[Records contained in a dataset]
***

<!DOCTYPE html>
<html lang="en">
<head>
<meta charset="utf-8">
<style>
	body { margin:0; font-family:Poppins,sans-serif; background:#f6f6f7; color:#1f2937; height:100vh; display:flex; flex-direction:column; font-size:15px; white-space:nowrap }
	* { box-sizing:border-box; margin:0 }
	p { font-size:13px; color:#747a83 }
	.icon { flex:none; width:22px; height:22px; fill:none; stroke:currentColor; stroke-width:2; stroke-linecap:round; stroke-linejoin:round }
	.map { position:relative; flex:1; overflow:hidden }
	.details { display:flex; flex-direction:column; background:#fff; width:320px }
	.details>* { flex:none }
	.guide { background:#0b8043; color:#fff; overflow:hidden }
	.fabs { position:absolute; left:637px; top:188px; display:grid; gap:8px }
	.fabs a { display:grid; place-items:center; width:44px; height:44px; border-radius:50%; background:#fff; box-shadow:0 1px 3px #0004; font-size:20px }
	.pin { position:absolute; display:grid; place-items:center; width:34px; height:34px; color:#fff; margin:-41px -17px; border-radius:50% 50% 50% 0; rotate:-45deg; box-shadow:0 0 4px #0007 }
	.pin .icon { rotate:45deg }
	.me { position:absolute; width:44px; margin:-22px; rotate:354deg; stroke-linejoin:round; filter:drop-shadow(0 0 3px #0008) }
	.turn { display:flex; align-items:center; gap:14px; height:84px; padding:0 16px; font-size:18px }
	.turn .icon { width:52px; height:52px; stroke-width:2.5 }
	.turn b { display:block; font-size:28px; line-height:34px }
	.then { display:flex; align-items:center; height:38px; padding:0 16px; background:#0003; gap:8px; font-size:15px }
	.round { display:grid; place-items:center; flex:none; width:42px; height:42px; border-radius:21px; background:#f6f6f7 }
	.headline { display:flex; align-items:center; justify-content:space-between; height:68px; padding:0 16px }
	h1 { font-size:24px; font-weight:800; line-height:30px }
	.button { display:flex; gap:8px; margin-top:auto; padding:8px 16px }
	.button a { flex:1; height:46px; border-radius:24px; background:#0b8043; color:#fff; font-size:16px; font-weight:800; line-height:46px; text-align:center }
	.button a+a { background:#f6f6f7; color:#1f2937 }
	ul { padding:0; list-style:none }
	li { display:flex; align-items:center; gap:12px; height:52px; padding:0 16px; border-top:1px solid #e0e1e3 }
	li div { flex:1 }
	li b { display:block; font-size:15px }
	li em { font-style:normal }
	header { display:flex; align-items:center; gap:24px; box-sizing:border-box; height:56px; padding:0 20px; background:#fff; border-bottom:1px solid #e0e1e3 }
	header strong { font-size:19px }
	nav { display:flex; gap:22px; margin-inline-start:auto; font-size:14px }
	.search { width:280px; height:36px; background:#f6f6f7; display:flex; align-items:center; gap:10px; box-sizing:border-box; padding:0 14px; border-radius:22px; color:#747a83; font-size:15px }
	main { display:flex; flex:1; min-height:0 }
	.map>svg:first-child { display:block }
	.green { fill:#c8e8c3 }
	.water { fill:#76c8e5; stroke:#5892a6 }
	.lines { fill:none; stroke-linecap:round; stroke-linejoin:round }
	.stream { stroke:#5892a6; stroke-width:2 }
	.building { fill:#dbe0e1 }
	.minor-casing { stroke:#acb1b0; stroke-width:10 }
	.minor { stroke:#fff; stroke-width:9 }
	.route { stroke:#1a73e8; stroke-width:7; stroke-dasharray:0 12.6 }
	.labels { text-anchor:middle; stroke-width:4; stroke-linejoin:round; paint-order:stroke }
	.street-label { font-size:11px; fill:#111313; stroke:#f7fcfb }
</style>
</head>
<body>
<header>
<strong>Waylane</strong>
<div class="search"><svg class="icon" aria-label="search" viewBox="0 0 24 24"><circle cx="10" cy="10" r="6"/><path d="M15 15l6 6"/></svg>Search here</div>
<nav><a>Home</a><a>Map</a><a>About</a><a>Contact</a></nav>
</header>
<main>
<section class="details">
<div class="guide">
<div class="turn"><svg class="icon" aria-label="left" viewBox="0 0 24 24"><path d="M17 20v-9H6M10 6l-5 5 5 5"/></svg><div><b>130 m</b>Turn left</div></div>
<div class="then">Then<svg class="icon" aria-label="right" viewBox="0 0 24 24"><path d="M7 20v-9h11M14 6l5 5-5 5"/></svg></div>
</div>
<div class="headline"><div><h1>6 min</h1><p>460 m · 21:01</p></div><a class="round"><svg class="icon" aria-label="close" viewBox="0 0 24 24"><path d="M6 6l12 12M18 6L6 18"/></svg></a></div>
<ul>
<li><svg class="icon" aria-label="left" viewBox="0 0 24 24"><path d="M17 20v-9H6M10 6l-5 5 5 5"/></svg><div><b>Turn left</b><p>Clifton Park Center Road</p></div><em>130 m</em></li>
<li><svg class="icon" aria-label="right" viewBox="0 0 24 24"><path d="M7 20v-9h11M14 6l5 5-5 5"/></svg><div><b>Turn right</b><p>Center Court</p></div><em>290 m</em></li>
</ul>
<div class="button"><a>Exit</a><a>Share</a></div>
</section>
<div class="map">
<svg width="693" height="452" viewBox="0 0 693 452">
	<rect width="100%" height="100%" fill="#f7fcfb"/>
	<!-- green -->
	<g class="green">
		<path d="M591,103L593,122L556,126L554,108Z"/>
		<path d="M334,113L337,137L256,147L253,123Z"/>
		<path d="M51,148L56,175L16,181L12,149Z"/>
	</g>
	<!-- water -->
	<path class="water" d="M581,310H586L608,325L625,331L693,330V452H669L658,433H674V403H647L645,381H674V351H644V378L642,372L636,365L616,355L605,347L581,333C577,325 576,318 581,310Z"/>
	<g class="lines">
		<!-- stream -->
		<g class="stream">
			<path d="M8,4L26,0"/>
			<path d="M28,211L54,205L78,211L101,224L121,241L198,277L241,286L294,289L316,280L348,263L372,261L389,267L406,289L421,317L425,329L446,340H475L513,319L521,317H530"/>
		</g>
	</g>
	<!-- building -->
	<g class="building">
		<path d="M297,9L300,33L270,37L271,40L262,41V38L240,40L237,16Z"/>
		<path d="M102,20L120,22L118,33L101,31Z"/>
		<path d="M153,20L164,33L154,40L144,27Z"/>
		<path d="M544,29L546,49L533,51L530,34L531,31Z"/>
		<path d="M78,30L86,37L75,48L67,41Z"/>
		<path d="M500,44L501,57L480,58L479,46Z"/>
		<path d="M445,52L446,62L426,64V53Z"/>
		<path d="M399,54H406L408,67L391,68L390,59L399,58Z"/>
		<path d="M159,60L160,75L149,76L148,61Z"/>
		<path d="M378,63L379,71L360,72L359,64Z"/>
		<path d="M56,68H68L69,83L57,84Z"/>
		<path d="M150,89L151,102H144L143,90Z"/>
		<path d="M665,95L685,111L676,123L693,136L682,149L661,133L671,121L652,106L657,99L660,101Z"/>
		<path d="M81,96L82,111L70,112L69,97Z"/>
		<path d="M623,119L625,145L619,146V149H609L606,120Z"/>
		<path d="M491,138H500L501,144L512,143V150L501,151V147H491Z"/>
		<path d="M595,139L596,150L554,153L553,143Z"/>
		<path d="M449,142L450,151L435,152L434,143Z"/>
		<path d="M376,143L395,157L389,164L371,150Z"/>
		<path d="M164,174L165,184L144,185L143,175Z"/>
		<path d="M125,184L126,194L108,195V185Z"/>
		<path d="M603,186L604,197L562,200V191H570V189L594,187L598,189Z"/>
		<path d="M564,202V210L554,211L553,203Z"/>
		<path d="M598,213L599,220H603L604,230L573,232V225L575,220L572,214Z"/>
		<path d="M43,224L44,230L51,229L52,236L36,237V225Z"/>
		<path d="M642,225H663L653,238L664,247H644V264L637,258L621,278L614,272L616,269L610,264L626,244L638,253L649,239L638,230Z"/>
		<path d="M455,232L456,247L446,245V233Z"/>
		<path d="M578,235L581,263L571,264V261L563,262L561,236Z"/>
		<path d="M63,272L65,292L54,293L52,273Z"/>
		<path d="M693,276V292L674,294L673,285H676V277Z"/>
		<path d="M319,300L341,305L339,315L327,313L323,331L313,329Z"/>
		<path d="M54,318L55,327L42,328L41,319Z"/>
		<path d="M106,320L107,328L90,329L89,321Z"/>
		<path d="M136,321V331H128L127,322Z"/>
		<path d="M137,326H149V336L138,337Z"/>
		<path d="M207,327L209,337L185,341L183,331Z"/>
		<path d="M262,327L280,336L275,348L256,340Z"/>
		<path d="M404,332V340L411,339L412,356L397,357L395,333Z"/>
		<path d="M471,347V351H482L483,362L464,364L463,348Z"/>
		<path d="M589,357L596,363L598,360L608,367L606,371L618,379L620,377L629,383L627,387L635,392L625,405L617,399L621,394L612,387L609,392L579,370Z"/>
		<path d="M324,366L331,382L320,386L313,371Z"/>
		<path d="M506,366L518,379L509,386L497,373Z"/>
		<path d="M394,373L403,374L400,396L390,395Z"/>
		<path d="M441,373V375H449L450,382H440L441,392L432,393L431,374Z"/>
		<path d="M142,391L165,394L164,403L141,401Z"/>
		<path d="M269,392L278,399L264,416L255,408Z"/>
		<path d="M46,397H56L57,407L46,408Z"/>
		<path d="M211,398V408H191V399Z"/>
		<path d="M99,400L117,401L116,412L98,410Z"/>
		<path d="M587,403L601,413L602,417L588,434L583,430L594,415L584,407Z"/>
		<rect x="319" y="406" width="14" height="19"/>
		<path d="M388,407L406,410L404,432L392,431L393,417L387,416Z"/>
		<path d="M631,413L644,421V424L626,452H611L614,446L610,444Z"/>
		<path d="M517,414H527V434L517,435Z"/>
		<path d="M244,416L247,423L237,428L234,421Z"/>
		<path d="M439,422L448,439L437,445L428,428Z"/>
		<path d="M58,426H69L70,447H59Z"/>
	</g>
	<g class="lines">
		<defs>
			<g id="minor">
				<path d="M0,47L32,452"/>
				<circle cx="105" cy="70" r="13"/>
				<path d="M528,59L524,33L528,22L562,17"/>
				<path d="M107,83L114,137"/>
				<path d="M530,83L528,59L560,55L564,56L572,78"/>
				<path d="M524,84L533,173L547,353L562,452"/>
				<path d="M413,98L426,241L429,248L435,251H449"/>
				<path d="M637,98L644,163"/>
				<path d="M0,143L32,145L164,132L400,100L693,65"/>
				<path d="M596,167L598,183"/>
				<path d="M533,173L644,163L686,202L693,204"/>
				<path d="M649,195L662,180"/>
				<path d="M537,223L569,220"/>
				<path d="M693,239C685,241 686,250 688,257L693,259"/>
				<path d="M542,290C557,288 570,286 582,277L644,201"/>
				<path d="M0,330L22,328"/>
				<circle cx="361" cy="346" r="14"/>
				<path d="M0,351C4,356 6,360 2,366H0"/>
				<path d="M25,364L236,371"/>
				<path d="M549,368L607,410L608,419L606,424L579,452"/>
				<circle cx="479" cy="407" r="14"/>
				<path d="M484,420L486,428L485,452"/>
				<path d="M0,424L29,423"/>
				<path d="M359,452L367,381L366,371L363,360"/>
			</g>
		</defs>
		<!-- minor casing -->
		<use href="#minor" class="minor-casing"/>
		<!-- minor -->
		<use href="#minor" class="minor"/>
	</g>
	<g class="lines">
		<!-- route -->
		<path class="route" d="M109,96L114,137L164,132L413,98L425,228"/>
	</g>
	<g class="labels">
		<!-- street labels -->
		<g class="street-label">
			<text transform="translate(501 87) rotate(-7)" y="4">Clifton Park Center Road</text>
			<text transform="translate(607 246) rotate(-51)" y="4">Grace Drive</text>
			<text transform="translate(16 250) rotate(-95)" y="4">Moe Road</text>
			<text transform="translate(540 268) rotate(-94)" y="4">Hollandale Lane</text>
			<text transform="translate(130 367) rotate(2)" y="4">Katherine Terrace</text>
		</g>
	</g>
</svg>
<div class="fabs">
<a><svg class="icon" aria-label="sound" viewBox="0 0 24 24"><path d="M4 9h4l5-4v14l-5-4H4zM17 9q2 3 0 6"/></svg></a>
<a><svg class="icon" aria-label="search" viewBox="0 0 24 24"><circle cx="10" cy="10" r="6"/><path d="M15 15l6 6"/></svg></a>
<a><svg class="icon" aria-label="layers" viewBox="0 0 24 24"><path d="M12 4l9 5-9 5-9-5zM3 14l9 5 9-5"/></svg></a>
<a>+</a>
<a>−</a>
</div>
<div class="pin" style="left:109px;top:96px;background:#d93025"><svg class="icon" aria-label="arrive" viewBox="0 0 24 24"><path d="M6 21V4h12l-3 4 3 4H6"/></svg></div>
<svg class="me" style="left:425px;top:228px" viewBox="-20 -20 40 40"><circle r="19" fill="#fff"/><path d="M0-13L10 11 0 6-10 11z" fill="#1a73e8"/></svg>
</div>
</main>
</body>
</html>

***

The problem> Both the first line of the records above and the line containing "margin:0; font-family:Poppins,sans-serif; background:#f6f6f7;" are to be transcribed exactly, together with every line between them, and nothing else.

Solution to this task>
<!DOCTYPE html>
<html lang="en">
<head>
<meta charset="utf-8">
<style>
	body { margin:0; font-family:Poppins,sans-serif; background:#f6f6f7; color:#1f2937; height:100vh; display:flex; flex-direction:column; font-size:15px; white-space:nowrap }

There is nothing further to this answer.